Be openminded to learning and challenging your beliefs. Make sure to do it with a smile. As Scouts we are in tricky place because we are a very masculine organization and as far as we are concerned men are not supposed to show any kind of emotion in that regard. As individuals, however, we are all humans, we all have emotions. Transformational leadership within our organization will require us to demonstrate emotional intelligence. Leaders need to demonstrate compassion, understanding, and self-awareness. For diversity, equity, and inclusion work to occur we need to be in touch with ourselves, our own biases, and prejudices. Why is Scouting masculine? Where do scouting traditions come from, for what purpose, and for who? These questions need to be asked so we can improve our behaviours. We need to recognize that within this effort, White males have an important part to play in diversity, equity, and inclusion.We need to work together and model a mindset of respect, humility, and listening first. We cannot look at a person and decide who that person is. We cannot inherently know if the person is among the LBGTQ2 community, they may identify as White but biologically are Black, or could be a recent refugee to Canada. They could be all three. This is called intersectionality, and this is also called visible and invisible identities. Assumptions will work against you – the best thing to do is to listen first. It is important to acknowledge that sometimes people are covering who they are because they fear losing the connections that they have. Until we all remember to take a step back, listen first, and even seek out our own knowledge and learning — like reading books or listening to podcasts by people from different walks of life — we will not create an environment in which everyone can belong.

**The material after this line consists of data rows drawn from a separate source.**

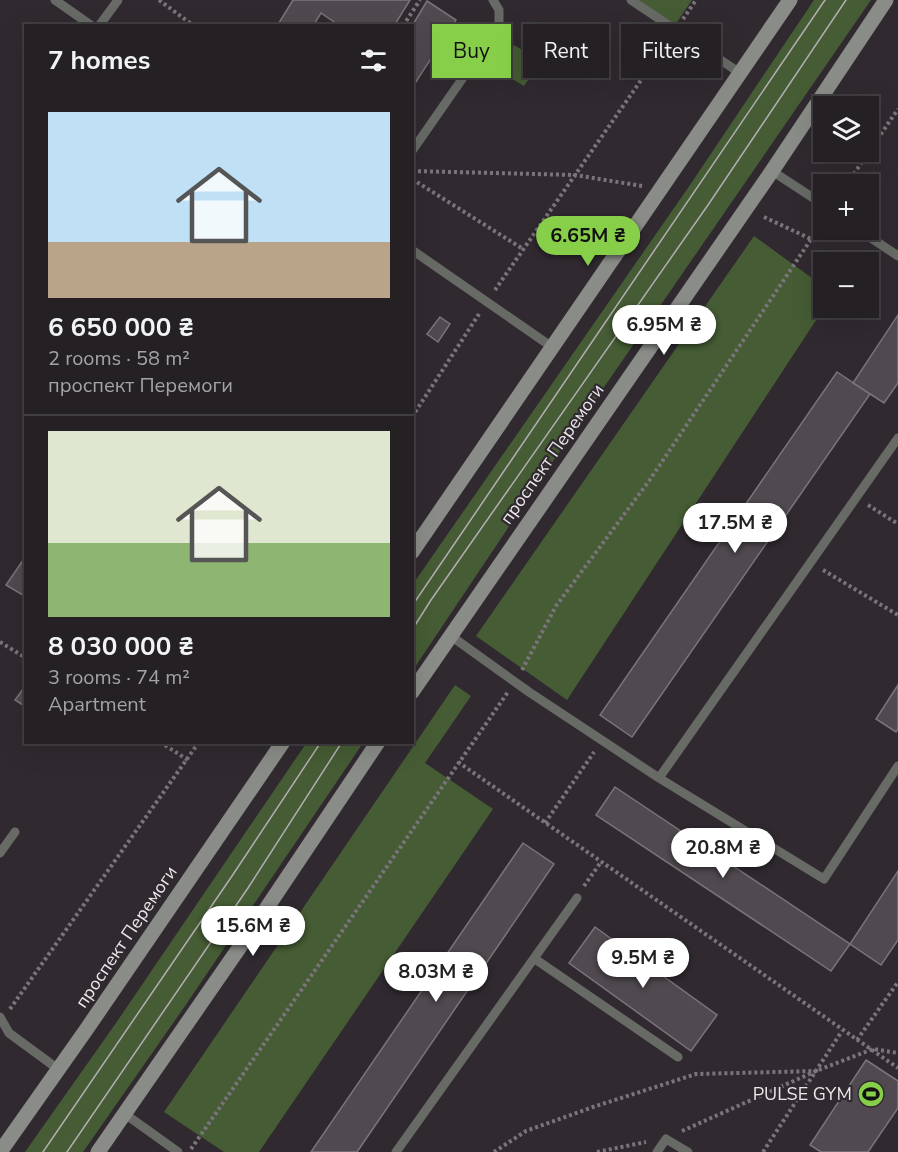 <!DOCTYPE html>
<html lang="en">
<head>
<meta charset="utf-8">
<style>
  body { margin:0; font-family:"Nunito Sans",sans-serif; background:#302d31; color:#f1f3f6; height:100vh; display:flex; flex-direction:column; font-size:22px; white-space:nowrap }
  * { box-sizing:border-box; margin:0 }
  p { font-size:20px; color:#a3a3a6 }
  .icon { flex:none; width:33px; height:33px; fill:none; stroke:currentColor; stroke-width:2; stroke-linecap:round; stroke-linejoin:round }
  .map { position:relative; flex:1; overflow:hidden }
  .details { position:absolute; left:24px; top:24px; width:390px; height:720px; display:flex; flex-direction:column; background:#242024; border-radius:0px; box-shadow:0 6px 24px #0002,0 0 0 2px #413e41 }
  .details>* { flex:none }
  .guide { position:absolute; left:432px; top:24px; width:375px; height:54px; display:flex; gap:12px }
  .buttons { position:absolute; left:813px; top:96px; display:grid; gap:12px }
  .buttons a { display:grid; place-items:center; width:66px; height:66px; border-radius:0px; background:#242024; box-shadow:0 6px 24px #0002,0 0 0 2px #413e41; font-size:30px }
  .price { position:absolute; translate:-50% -51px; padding:0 14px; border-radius:21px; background:#fff; color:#222; font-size:20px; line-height:39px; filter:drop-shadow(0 2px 3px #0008) }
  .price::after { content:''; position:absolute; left:50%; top:36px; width:18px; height:14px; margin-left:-9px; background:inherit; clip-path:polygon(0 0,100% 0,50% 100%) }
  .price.selected { background:#88cf49; color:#111 }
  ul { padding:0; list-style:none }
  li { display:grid; align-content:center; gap:12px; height:318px; padding:0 24px }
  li+li { border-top:2px solid #413e41 }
  li span { display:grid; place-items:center; height:186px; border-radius:0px; color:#555 }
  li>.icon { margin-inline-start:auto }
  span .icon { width:108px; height:108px; fill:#fffc; stroke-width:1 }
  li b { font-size:26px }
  h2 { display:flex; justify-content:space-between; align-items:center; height:72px; padding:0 24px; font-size:26px }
  .pill { padding:0 21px; border-radius:0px; background:#242024; box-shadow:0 6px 24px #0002,0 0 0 2px #413e41; font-size:21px; line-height:54px }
  .pill.selected { background:#88cf49; color:#111 }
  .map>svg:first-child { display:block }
</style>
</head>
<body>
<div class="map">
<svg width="898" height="1152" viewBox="0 0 898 1152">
  <rect width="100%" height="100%" fill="#302a30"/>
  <!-- green -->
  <path fill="#455c34" d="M639,0H692L675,25Z
    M814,0H871L538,483L413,670V584L690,185Z
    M514,45L541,61L524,86L498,70Z
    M754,236L823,286L824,308L567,700L476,636Z
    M455,685L471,696L425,763L493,809L259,1152H224L164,1112Z
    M307,742L363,743L185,1006L83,1152H25L116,1023Z"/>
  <!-- building -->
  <path fill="#504a50" stroke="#7b757b" stroke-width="1.5" d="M293,0H410L394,26H340L321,13L313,26H277Z
    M427,1L456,20L412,88V26Z
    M898,315V383L884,403L853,383Z
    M440,317L450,324L438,342L427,334Z
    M837,372L870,394L632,737L600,715Z
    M26,556V597L6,585Z
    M26,685V707L15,700Z
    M898,685V729L896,732L876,719Z
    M615,787L850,944L831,971L596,815Z
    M523,843L554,864L357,1152H311Z
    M898,871V940L881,965L850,944Z
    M595,927L717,1015L691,1051L569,963Z
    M866,1060L898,1081V1108L868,1152H821L810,1145Z"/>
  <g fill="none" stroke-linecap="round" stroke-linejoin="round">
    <!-- path -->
    <path stroke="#7b757b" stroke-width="4" stroke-dasharray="3 3" stroke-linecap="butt" d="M159,0L194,26
      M683,19L696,0
      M403,26L420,0
      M412,171L575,175L642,186
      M412,179L523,249
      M847,184L898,109
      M764,217L811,239
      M495,290L669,40
      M412,417L479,314
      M868,505L898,524
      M823,570L898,615
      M0,642L26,658
      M522,670L556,606L649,481L824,220
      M160,742L188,760
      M458,762L898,1068
      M545,823L594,752
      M584,886L601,862
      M10,1009L199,742
      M857,1040L898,982
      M682,1131L816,1071L873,1049L898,1053
      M191,1149L508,692
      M494,1152L526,1131L593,1107L696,1074L816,1071
      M597,1152L646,1142
      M763,1152L842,1031"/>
    <!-- service -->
    <path stroke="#686a66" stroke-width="9" d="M55,0L92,26
      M631,0L740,73
      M99,26L118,0
      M412,151L499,26V10L493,0
      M772,171L824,205
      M859,230L898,256
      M412,250L552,347
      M451,636L529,692L659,778L898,438
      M659,778L824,879L898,766
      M0,853L15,832
      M535,959L678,1057
      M0,1017L9,1033L58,1069
      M125,1114L178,1152
      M396,1152L577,898
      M657,1152L666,1139L688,1152"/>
    <!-- secondary -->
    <path stroke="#898c87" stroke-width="15" d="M412,552L790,0
      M412,692L772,171L886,0
      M0,1152L86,1030L283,742
      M98,1152L262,915L378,742"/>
    <!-- tram -->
    <path stroke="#b3aeb3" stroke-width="1.5" d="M412,606L825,0
      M412,630L431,600L708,205L846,0
      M43,1152L232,876L321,742
      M67,1152L248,888L342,742"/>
  </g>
  <!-- icons -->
  <defs>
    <symbol id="stadium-disc" viewBox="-11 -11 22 22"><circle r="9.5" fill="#88cf49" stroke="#302a30"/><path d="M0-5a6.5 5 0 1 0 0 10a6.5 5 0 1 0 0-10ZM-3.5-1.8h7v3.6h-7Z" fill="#111"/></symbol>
  </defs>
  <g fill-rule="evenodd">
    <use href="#stadium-disc" x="856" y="1079" width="30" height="30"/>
  </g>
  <g text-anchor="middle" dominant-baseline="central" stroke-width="4.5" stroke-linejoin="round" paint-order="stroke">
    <!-- street labels -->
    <g font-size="18" fill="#eae6ea" stroke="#302a30">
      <text transform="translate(552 454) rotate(-55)">проспект Перемоги</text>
      <text transform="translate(126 937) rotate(-56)">проспект Перемоги</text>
    </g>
    <!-- poi labels -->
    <g font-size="18" fill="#eae6ea" stroke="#302a30" text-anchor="end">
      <text x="852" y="1094">PULSE GYM</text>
    </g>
  </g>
</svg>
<div class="buttons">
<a><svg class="icon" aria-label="layers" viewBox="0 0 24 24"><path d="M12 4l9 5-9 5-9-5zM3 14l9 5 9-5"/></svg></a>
<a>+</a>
<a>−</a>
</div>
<b class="price selected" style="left:588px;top:267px">6.65M ₴</b>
<b class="price" style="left:664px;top:356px">6.95M ₴</b>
<b class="price" style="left:735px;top:554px">17.5M ₴</b>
<b class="price" style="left:723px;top:879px">20.8M ₴</b>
<b class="price" style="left:253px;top:957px">15.6M ₴</b>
<b class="price" style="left:643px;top:989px">9.5M ₴</b>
<b class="price" style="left:436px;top:1003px">8.03M ₴</b>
<div class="guide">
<a class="pill selected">Buy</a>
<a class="pill">Rent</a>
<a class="pill">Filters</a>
</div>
<section class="details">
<h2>7 homes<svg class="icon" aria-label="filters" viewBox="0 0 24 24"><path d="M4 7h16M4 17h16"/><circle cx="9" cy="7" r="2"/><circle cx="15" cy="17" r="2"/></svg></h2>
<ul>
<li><span style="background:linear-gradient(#bfe0f5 70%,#b9a48a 0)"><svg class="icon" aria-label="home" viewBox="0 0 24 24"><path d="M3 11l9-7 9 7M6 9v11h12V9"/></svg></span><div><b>6 650 000 ₴</b><p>2 rooms · 58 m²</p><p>проспект Перемоги</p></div></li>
<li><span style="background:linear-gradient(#dfe7d0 60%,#8fb573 0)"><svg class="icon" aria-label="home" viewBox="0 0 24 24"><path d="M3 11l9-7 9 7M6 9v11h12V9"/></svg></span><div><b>8 030 000 ₴</b><p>3 rooms · 74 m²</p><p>Apartment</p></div></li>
</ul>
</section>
</div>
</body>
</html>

Currently, we are in a watershed moment for diversity, equity, and inclusion efforts. However, we are at risk for losing this trajectory as senior leaders across the country combat the pressures of the pandemic, racial tensions, and the looming economic downturn. Inclusion is a deliberate choice an organization makes to instill a culture that unites people together, regardless of their background. If your Scout Group is ready to become more inclusive challenge yourselves to think about the following actions:
- Take the time to genuinely recognize the diversity of voices within your Group.
- Communicate your work on diversity, equity, and inclusion to all stakeholders – volunteers, group sponsors, participants, families, and the larger community.
- Hold yourselves accountable for your actions. It’s okay to not know, because it starts with listening first. Be who you say you are.
- Set target goals for social justice-based efforts. Create a call to action for evidence of growth.
A world in which we all can belong can be achieved if we all work together. Scouting can be the place in which this work can be catalyzed and then it can be integrated into the rest of our communities. The journey will be long. It will be at times painful. Challenge yourself to see the potential in a world where everyone belongs.